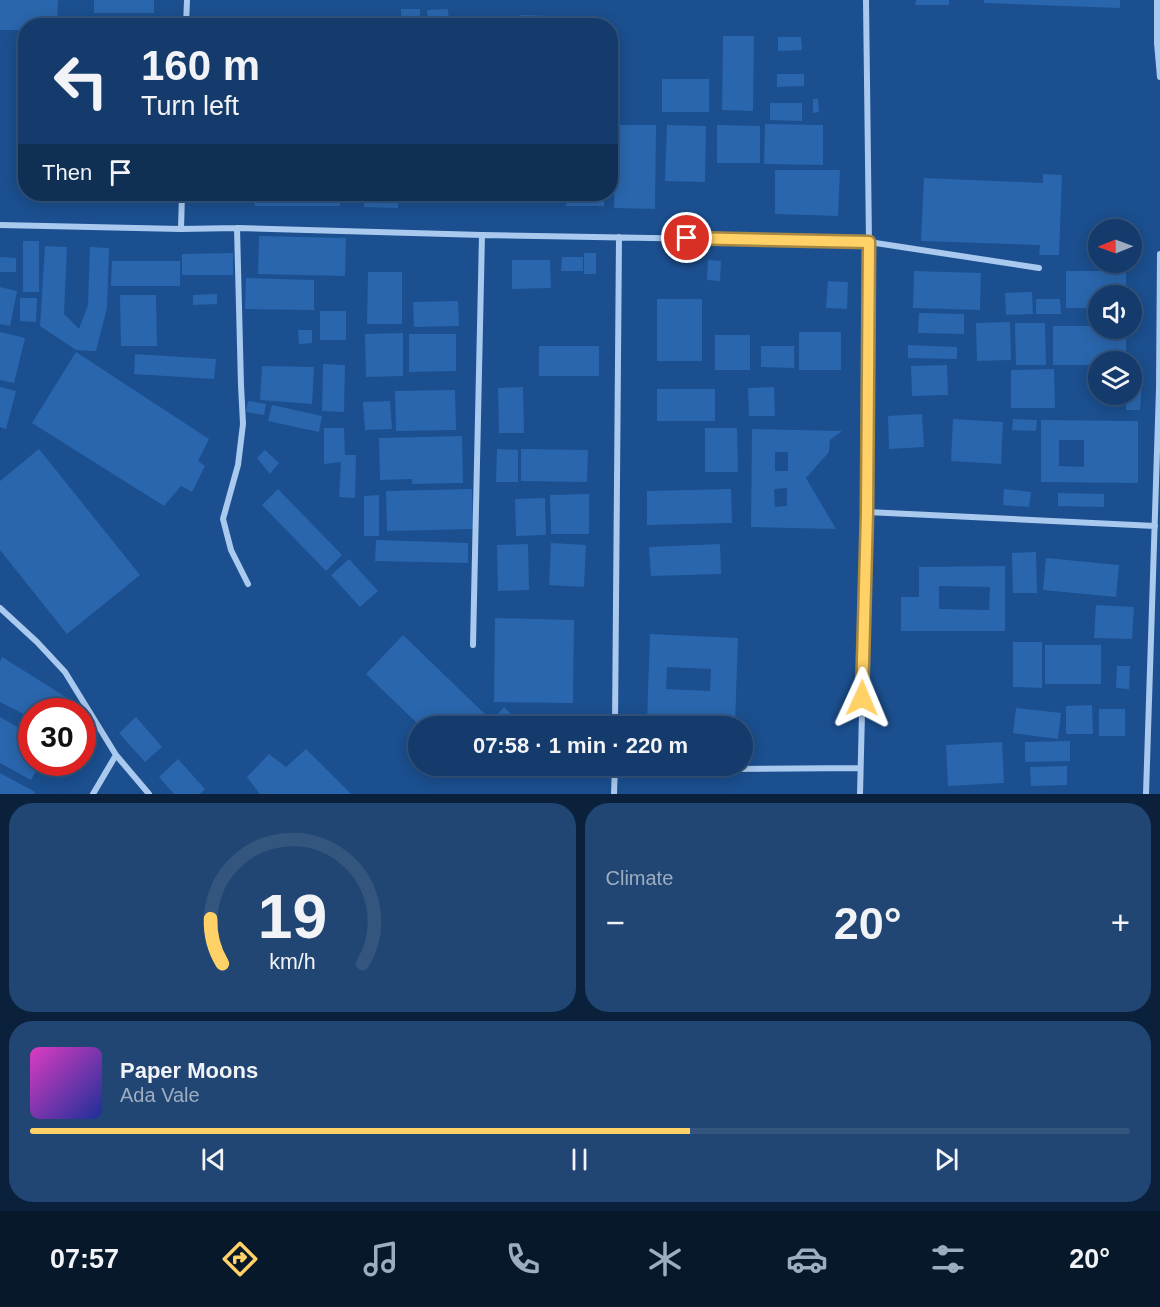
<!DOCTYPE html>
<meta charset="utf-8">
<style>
body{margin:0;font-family:Arial,sans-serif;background:#214673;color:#f1f3f6;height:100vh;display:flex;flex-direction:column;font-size:22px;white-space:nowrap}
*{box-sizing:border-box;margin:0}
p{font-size:20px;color:#9dadc1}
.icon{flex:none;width:33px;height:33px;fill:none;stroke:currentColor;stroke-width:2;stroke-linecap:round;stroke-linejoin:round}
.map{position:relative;height:794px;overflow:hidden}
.panel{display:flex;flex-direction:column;gap:9px;padding:9px;background:#0b203b;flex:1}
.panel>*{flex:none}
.banner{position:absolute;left:18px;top:18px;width:600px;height:183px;border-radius:24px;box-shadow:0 3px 15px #0003,0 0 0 2px #33557e;background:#143b6b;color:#f1f3f6;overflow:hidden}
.needle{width:39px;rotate:269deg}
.buttons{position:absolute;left:1088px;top:219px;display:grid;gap:12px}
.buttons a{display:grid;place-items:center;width:54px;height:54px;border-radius:50%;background:#143b6b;box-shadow:0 3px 15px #0003,0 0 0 2px #33557e;font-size:30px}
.speed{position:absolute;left:18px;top:698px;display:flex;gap:12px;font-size:30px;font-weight:700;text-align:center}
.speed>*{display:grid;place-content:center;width:78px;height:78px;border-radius:50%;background:#143b6b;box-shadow:0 3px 15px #0003,0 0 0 2px #33557e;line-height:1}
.speed .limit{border:9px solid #d22;background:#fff;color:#111}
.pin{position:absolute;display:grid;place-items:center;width:51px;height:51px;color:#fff;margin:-26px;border:3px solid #fff;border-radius:50%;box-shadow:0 2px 6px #0007}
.me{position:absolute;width:66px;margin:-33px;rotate:1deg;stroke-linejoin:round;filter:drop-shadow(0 0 4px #0008)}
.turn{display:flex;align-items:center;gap:21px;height:126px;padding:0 24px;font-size:27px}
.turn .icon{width:78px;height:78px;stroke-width:2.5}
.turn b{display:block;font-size:42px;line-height:51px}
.then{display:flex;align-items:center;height:57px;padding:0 24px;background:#0003;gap:12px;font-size:22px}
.big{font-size:45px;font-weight:700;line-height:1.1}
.panel .widget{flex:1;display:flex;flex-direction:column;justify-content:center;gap:9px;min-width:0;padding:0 21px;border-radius:24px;background:#214673}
.panel .dial{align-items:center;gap:0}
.dial svg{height:156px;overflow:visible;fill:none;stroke:#33557e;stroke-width:7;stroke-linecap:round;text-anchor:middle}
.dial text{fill:#f1f3f6;stroke:none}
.song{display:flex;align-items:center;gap:18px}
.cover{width:72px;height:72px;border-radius:9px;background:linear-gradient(135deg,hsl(310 70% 55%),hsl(230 70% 35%))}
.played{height:6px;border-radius:3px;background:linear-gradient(90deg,#ffd166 60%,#33557e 60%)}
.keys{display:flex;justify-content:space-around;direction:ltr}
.heat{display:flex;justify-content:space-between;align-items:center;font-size:33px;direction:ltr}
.panel .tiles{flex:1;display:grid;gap:9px;grid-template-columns:1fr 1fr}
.widget:last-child{grid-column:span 2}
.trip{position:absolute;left:408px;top:716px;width:345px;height:60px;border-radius:30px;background:#143b6b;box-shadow:0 3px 15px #0003,0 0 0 2px #33557e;font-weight:700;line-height:60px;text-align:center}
.dock{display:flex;height:96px;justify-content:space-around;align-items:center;background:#08182b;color:#9dadc1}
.dock .icon{width:42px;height:42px}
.dock .current{color:#ffd166}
.dock b{font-size:27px;color:#f1f3f6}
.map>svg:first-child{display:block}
.building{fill:#2a66ad;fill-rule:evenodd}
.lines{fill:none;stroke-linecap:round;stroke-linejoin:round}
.street{stroke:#a9c9ee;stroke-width:6}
.route-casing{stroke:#a68842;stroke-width:15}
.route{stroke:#ffd166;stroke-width:10}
</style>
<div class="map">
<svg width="1160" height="794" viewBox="0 0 1160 794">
<rect width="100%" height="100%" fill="#1b4f8f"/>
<!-- building -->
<path class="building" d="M0,0H58L57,26H26V30H0Z
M94,0H154V13H94Z
M916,0H949V5H915Z
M984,0H1120V8L984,3Z
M401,9H420V22L401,21Z
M448,9L449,22L428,23L427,10Z
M520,15L553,16V26H520Z
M254,17L293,18V26H254Z
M61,23H106V26H61Z
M723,36H754L753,111L722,110Z
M778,37H801L802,50L778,51Z
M777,74H804V86L777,87Z
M662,79H709V112H662Z
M813,99H818L819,112L813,113Z
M770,103H802V121L770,120Z
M765,124L823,125V165L764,164Z
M615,125H656L655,209L614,208Z
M667,125L706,126L705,182L665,181Z
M717,125L760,126V163H717Z
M775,170H840L838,216L775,214Z
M1043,174L1062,175L1059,255H1039L1040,245L921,241L924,178L1043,183Z
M253,194H340V206H255Z
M364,194H399L398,208L364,207Z
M509,194H547V203H509Z
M566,194H604V206H566Z
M259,236L346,238L345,276L258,274Z
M23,241H39V292H23Z
M45,246L67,247L64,314L79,329L88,305L90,247L109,248L107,308L96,351L76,350L40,326Z
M233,253V275H182V254Z
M584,253H596V274H584Z
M0,257L16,258V272H0Z
M562,257H583V271H561Z
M512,260H550L551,288L512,289Z
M708,260L721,261L720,281L707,280Z
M112,261H180V286H111Z
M914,271L981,273L980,310L913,308Z
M1066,271H1126V296H1098V308H1066Z
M368,272H402V324H367Z
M246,278L314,280V310L245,309Z
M828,281L848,282L847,309L826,308Z
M0,287L17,291L10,326L0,324Z
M1032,292L1033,314L1006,315L1005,293Z
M217,294V304L193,305V295Z
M120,295H156L157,346H121Z
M20,298H37L36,322L20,321Z
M657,299H702V361H657Z
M1036,299H1060L1061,314H1036Z
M458,301L459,326L414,327L413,302Z
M320,311H346V340H320Z
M919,313L964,314V334L918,333Z
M1010,322L1011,360L977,361L976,323Z
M1015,323H1045L1046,365H1016Z
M1053,326H1098V328H1126V362H1098V365H1053Z
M298,330H312V343L299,344Z
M0,332L25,338L14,383L0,380Z
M799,332H841V370H799Z
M403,333V376L366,377L365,334Z
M409,334H456V371L409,372Z
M715,335H750V370H715Z
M908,345L957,347V359L908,358Z
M539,346H599V376H539Z
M761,346H794V368L761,367Z
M76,352L209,439L198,461L205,466L192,492L181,486L164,506L32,423Z
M135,354L216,359L214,379L134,374Z
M323,364L345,365L344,412L322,411Z
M947,365L948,395L912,396L911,366Z
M262,366L314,367L312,404L260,400Z
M1131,367L1143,368L1140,410H1126V394H1131Z
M1054,369L1055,408H1011V370Z
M0,387L16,391L6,429L0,427Z
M523,387L524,433H499L498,388Z
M774,387L775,416H749L748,388Z
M657,389H715V421H657Z
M455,390L456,430L396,431L395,391Z
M248,401L266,404L264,415L246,412Z
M390,401L392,429L365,430L363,402Z
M272,405L322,416L319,432L268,421Z
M922,414L924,447L889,449L888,416Z
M953,419L1003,422L1001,464L951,461Z
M1013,419L1037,420L1036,431L1012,430Z
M1041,420L1138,421V483L1041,482ZM1059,440H1084V467L1059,466Z
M324,428H344L345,455H356L355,498L339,497L341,462L324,464Z
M705,428H737L738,472H705Z
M752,429L842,431L830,440L829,452L806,478L836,529L751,527ZM775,452H788V471H775ZM787,488V506L775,507L774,489Z
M462,436L463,483L412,484V479L380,480L379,438Z
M39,449L140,575L67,634L0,550V481Z
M497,449L518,450V482H496Z
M521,449L588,450L587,482L521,481Z
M265,450L279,463L270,474L257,458Z
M278,489L342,555L326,571L262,505Z
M472,489L473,529L387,531L386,491Z
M731,489L732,523L647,525V491Z
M1004,489L1031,492L1029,507L1003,505Z
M1058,493L1104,494V507L1058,506Z
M589,494V534H551L550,495Z
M379,495V536H364V496Z
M545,498L546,535L516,536L515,499Z
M376,540L468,543V563L375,561Z
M551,543L586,545L584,587L549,585Z
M528,544L529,590L498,591L497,545Z
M720,544L721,574L651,576L649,547Z
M1036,552L1037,593H1013L1012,553Z
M1046,558L1119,565L1116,597L1043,590Z
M349,559L378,591L360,607L331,575Z
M1005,566V631H901V597H919V567ZM939,586L990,587L989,610L939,609Z
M1096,605L1134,607L1132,639L1094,638Z
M495,618L574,620L573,703L494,702Z
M650,634L738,638L735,724L647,721ZM667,667L711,669L710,691L666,689Z
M403,635L488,717L479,726H420L366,674Z
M1013,642H1042V688L1013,687Z
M1045,645H1101V684H1045Z
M2,657L69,699L64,711H32V718L0,702V662Z
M1117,666H1130L1129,689L1116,688Z
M1092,705L1093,734H1066V706Z
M504,707L523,726H508L497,715Z
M1016,708L1061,713L1058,739L1013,733Z
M1099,709H1125V736H1099Z
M0,717L32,735V762H41L31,780L0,763Z
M136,717L162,747L145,762L119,733Z
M1070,741V761L1025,762V742Z
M1002,742L1004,783L948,786L946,745Z
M306,749L351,794H260L247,777L269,754L286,767Z
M178,759L205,789L200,794H174L159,777Z
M1067,766V785L1031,786L1030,767Z
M0,773L35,792L34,794H0Z"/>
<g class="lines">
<!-- street -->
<path class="street" d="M1157,0V43L1160,77
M186,26L187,0
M0,225L181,229L237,228L482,235L869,242L1039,268
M237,228L241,385L243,424L238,465L223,519L231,550L248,584
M181,229L182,194
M867,512L1155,526
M0,608L37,642L65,672L116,755L149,794
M473,645L482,235
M615,726L619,237
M615,770L860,768
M93,794L116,755
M614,794L615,765
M860,794L867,512L869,242L866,0
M1146,794L1159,389L1160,254"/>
</g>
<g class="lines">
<defs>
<path id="route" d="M687,238L869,242L867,512L862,698"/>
</defs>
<!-- route casing -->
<use href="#route" class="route-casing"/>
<!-- route -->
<use href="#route" class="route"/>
</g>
</svg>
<div class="buttons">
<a><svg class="needle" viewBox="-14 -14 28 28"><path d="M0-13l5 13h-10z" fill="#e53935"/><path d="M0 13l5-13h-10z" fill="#9dadc1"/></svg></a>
<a><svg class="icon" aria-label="sound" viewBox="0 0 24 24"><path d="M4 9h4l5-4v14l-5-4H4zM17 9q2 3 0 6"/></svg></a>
<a><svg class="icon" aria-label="layers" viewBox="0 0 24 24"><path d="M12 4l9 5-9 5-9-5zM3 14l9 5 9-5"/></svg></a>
</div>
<div class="speed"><div class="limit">30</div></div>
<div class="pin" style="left:687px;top:238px;background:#d93025"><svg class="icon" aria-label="arrive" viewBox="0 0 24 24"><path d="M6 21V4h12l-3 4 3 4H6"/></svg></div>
<svg class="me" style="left:862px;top:698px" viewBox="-20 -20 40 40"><path d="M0-17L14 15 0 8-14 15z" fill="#ffd166" stroke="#fff" stroke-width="4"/></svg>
<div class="trip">07:58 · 1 min · 220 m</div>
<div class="banner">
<div class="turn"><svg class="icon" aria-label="left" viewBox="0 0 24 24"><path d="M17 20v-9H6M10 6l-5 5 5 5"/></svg><div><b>160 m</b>Turn left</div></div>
<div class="then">Then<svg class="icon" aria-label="arrive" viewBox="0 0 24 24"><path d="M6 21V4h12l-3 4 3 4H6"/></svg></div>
</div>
</div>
<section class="panel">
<div class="tiles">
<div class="widget dial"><svg viewBox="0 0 100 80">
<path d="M14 69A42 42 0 1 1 86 69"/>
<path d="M14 69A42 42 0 0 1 8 46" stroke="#ffd166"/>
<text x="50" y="56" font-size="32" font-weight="700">19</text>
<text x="50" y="72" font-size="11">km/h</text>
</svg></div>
<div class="widget"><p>Climate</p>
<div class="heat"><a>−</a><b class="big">20°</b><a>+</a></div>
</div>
<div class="widget">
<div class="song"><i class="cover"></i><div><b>Paper Moons</b><p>Ada Vale</p></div></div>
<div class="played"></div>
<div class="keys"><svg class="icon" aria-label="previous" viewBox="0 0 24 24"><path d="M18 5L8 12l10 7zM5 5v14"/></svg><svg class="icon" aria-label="pause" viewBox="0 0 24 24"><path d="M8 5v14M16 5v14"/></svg><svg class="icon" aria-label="next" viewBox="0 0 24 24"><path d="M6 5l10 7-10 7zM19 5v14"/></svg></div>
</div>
</div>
</section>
<nav class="dock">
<b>07:57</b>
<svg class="icon current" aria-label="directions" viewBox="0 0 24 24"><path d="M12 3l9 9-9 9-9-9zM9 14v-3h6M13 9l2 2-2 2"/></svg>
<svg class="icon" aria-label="music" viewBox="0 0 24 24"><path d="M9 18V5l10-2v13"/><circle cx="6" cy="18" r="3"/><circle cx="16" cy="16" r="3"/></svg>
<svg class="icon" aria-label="phone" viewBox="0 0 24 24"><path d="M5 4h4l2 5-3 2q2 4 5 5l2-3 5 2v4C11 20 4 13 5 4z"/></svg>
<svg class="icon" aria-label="climate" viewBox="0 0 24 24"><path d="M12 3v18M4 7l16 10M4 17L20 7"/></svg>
<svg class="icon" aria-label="car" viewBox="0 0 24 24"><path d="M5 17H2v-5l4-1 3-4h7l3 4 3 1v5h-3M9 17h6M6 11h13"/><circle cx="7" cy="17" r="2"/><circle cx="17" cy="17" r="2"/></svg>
<svg class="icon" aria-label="filters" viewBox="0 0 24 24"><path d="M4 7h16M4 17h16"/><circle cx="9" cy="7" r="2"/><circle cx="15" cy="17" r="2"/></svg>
<b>20°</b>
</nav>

## WORK REQUEST
Go back to the listing above. Copy word for word the lines from the one with "M61,23H106V26H61Z" through the one with "M761,346H794V368L761,367Z", and nothing more.

## EXERCISE SOLUTION
M61,23H106V26H61Z
M723,36H754L753,111L722,110Z
M778,37H801L802,50L778,51Z
M777,74H804V86L777,87Z
M662,79H709V112H662Z
M813,99H818L819,112L813,113Z
M770,103H802V121L770,120Z
M765,124L823,125V165L764,164Z
M615,125H656L655,209L614,208Z
M667,125L706,126L705,182L665,181Z
M717,125L760,126V163H717Z
M775,170H840L838,216L775,214Z
M1043,174L1062,175L1059,255H1039L1040,245L921,241L924,178L1043,183Z
M253,194H340V206H255Z
M364,194H399L398,208L364,207Z
M509,194H547V203H509Z
M566,194H604V206H566Z
M259,236L346,238L345,276L258,274Z
M23,241H39V292H23Z
M45,246L67,247L64,314L79,329L88,305L90,247L109,248L107,308L96,351L76,350L40,326Z
M233,253V275H182V254Z
M584,253H596V274H584Z
M0,257L16,258V272H0Z
M562,257H583V271H561Z
M512,260H550L551,288L512,289Z
M708,260L721,261L720,281L707,280Z
M112,261H180V286H111Z
M914,271L981,273L980,310L913,308Z
M1066,271H1126V296H1098V308H1066Z
M368,272H402V324H367Z
M246,278L314,280V310L245,309Z
M828,281L848,282L847,309L826,308Z
M0,287L17,291L10,326L0,324Z
M1032,292L1033,314L1006,315L1005,293Z
M217,294V304L193,305V295Z
M120,295H156L157,346H121Z
M20,298H37L36,322L20,321Z
M657,299H702V361H657Z
M1036,299H1060L1061,314H1036Z
M458,301L459,326L414,327L413,302Z
M320,311H346V340H320Z
M919,313L964,314V334L918,333Z
M1010,322L1011,360L977,361L976,323Z
M1015,323H1045L1046,365H1016Z
M1053,326H1098V328H1126V362H1098V365H1053Z
M298,330H312V343L299,344Z
M0,332L25,338L14,383L0,380Z
M799,332H841V370H799Z
M403,333V376L366,377L365,334Z
M409,334H456V371L409,372Z
M715,335H750V370H715Z
M908,345L957,347V359L908,358Z
M539,346H599V376H539Z
M761,346H794V368L761,367Z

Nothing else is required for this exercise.